━━━━━ Given data ━━━━━

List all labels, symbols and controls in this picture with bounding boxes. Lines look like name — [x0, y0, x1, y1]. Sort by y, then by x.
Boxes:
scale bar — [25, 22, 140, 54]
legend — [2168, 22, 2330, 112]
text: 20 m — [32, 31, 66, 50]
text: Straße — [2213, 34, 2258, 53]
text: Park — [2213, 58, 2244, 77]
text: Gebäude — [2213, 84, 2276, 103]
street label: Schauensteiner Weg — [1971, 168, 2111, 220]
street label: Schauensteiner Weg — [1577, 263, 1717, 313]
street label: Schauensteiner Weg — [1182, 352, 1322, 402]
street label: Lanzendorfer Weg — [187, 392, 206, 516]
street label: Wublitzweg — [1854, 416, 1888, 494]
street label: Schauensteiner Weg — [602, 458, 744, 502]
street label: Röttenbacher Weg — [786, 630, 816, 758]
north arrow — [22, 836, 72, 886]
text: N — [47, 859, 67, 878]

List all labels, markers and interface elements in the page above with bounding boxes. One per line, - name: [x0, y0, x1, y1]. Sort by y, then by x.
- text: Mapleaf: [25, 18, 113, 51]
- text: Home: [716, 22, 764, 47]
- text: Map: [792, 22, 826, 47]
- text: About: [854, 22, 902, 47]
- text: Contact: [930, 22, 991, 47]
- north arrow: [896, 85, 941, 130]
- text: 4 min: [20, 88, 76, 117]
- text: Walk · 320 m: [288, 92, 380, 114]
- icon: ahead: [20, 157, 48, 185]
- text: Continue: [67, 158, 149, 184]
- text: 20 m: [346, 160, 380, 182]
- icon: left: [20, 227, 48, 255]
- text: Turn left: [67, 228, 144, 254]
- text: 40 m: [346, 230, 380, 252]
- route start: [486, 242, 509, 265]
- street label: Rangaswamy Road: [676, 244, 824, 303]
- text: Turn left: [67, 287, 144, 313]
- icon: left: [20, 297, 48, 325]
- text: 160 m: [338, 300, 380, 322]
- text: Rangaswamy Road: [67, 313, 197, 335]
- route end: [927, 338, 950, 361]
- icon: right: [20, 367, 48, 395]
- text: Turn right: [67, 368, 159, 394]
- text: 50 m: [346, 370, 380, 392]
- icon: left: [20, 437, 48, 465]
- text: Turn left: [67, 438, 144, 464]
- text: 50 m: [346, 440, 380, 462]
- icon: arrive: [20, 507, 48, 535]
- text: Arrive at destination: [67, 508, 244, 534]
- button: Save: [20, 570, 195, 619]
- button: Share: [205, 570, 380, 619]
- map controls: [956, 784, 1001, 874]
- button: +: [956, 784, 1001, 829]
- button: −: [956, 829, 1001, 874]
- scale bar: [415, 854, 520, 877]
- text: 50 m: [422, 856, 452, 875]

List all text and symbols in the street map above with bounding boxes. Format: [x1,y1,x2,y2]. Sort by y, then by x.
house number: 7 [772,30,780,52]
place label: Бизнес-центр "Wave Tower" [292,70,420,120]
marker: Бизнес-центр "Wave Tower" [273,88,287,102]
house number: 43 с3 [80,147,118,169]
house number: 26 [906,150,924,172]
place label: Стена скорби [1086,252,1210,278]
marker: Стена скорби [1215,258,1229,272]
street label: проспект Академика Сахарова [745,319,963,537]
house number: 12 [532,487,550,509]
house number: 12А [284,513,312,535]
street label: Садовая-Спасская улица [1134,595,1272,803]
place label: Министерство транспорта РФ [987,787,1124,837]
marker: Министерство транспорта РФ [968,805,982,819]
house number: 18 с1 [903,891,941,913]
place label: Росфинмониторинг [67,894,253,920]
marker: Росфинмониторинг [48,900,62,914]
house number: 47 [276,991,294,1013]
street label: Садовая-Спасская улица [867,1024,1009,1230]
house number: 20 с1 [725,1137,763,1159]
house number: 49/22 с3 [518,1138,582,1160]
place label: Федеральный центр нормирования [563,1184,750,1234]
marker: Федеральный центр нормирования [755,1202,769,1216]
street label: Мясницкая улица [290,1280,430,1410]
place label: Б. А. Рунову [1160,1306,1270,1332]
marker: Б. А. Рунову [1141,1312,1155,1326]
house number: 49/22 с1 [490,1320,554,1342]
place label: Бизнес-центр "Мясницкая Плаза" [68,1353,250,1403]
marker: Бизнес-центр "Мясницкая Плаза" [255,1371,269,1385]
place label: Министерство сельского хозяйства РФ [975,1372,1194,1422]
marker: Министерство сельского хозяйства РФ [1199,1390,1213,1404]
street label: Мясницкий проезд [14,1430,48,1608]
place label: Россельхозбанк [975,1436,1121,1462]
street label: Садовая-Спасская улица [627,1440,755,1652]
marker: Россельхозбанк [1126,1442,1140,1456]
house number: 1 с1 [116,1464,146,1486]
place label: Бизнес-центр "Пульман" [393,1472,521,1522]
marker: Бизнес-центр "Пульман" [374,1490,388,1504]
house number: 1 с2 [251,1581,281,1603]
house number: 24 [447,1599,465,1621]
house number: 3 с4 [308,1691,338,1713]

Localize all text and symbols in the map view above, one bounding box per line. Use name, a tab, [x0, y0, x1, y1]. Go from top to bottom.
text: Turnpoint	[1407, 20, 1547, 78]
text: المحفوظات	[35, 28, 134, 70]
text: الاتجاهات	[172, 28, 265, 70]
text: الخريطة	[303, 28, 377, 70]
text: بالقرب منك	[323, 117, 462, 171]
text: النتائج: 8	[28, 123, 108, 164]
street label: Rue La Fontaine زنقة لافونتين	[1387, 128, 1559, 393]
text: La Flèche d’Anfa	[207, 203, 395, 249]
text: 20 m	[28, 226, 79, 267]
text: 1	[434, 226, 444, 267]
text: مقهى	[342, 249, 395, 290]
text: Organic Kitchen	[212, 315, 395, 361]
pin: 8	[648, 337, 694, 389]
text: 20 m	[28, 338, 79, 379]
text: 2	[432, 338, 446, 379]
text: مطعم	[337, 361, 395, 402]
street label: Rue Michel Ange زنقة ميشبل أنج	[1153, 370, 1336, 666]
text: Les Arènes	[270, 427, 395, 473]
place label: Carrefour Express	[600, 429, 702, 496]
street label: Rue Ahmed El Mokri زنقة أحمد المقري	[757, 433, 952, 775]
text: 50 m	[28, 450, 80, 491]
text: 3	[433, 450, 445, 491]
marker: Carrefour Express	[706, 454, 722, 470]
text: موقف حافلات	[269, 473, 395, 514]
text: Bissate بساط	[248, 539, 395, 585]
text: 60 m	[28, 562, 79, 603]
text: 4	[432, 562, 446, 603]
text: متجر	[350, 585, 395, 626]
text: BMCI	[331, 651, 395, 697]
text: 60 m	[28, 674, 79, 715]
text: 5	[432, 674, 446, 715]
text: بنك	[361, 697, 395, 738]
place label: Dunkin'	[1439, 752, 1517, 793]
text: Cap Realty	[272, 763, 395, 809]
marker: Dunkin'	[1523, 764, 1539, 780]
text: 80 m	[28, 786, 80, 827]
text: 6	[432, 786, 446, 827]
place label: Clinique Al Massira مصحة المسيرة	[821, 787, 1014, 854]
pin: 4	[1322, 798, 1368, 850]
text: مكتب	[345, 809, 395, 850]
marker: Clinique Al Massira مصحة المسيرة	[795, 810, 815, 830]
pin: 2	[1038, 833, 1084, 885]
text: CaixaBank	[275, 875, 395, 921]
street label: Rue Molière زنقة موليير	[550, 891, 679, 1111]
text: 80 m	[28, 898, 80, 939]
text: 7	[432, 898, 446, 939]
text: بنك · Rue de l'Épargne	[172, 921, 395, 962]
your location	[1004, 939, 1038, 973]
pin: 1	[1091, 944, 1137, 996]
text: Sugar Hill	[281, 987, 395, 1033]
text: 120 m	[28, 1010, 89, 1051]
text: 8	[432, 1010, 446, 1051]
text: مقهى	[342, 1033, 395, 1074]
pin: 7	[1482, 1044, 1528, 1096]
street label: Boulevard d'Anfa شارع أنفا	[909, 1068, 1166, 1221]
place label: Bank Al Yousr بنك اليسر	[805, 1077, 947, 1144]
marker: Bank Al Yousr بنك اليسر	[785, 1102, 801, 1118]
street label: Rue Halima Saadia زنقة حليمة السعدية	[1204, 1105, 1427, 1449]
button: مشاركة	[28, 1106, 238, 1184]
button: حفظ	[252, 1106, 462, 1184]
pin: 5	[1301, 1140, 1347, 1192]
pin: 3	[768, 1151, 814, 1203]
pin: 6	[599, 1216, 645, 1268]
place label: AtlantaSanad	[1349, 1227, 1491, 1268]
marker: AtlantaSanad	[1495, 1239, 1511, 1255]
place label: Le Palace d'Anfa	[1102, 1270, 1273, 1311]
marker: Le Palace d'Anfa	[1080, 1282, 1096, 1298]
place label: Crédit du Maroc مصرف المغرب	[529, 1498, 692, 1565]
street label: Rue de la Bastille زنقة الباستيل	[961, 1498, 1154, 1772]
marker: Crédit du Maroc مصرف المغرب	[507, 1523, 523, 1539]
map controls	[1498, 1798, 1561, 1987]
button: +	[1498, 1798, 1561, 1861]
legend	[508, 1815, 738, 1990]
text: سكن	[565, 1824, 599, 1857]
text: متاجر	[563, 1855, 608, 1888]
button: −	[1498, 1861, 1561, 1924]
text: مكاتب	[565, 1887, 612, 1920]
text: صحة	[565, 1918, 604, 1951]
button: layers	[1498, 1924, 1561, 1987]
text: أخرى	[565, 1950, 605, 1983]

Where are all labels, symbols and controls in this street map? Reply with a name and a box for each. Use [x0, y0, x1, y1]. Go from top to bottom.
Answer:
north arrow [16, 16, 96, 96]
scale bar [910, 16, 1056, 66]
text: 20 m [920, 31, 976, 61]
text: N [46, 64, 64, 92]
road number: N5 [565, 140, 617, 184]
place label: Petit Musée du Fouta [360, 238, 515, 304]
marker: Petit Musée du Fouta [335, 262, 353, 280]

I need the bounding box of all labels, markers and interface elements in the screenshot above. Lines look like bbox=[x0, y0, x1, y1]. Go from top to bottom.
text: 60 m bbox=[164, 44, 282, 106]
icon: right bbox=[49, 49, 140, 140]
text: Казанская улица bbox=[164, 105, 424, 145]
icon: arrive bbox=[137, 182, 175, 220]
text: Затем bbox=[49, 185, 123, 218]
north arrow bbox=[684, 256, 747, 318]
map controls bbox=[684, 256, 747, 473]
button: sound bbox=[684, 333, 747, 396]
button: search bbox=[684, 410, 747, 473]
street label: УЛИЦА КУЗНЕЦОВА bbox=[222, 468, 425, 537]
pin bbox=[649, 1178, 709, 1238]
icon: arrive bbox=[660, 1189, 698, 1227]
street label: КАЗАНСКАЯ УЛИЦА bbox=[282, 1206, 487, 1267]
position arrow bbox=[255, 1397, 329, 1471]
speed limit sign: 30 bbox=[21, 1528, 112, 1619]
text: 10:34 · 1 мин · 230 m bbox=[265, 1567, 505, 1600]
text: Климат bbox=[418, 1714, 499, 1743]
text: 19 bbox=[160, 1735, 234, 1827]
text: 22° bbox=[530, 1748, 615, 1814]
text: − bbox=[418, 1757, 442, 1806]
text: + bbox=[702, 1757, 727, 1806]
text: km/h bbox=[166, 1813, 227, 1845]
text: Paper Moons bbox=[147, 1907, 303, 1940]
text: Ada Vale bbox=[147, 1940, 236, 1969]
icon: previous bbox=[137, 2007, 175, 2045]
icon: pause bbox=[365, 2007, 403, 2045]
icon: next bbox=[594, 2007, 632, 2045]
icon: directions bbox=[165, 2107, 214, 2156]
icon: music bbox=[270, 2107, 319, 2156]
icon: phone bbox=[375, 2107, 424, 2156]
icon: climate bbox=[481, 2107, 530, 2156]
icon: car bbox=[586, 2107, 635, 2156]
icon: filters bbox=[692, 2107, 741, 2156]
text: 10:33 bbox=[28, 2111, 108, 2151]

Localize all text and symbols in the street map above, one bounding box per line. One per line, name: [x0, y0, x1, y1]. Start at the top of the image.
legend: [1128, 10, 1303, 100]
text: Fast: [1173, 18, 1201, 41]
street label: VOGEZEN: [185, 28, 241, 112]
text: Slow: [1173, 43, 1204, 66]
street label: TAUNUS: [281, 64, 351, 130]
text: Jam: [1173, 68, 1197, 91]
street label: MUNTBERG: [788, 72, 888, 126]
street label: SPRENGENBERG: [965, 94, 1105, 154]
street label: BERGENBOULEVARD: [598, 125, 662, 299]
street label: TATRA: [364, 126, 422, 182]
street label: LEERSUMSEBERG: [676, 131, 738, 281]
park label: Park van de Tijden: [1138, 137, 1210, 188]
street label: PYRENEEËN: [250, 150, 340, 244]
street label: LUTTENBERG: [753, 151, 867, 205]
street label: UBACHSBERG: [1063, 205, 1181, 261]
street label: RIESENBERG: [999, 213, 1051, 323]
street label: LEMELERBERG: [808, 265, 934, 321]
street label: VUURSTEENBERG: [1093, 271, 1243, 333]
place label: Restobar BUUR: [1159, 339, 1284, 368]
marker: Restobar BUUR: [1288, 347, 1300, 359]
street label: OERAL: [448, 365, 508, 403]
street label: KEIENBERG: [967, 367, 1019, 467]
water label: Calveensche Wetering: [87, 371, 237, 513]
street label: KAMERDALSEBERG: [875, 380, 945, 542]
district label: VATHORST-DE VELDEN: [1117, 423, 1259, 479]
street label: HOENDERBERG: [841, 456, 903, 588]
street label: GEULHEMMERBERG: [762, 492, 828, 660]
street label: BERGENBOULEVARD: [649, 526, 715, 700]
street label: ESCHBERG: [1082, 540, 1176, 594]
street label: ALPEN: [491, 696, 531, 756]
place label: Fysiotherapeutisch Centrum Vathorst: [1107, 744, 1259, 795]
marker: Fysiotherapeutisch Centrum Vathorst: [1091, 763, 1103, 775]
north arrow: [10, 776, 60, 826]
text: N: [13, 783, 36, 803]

━━━━━

[Problem details]:
Wherever the word "Park" occurs in the data, copy that whole line.

[Solution]:
text: Park — [2213, 58, 2244, 77]
park label: Park van de Tijden: [1138, 137, 1210, 188]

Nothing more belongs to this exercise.